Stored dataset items

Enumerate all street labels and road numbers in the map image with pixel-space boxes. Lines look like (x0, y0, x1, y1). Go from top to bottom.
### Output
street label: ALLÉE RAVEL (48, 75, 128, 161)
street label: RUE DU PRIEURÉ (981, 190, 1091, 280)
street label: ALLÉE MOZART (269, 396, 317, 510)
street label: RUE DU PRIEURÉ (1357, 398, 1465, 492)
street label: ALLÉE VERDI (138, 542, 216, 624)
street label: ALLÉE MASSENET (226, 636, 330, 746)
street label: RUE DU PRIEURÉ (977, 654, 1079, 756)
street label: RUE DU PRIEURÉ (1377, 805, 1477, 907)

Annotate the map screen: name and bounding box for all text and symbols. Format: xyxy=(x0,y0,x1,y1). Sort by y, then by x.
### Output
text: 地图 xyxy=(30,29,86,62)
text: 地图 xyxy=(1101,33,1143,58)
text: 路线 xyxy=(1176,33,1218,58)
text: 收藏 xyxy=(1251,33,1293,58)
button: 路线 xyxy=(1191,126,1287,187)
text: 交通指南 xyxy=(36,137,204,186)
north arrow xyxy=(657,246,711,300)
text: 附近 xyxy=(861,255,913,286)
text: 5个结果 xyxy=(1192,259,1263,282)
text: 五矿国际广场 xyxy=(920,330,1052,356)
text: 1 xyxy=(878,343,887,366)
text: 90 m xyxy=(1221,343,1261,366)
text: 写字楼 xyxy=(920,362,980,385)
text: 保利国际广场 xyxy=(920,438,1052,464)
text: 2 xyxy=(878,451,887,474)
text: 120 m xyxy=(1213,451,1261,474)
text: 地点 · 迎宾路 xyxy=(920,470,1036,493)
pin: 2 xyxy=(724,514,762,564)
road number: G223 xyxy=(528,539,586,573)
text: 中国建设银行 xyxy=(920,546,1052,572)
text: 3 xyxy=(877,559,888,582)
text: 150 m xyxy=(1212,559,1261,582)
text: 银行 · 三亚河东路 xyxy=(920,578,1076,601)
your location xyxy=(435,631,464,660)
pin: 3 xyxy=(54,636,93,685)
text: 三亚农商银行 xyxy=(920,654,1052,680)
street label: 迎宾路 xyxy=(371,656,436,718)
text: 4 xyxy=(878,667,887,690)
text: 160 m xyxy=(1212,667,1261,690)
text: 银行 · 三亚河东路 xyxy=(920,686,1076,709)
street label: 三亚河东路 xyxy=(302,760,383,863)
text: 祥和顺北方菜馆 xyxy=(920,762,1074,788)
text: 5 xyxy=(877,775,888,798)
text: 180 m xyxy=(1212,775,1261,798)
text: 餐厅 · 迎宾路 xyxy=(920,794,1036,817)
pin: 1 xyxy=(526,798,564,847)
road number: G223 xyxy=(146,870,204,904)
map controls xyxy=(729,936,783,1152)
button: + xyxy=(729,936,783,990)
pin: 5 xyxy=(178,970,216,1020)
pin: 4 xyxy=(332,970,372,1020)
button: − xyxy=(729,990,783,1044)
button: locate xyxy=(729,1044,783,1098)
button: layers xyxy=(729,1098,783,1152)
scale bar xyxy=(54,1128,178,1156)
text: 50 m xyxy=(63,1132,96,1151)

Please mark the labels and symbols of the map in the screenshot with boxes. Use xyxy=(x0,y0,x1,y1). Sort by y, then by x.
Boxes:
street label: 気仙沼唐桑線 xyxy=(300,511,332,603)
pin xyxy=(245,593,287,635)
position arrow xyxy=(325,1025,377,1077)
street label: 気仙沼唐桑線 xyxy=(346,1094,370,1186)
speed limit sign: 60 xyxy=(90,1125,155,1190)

* _Task directions_
How many of the lines above include "symbols"? Only the number should be given.

* _Response to this exercise_
2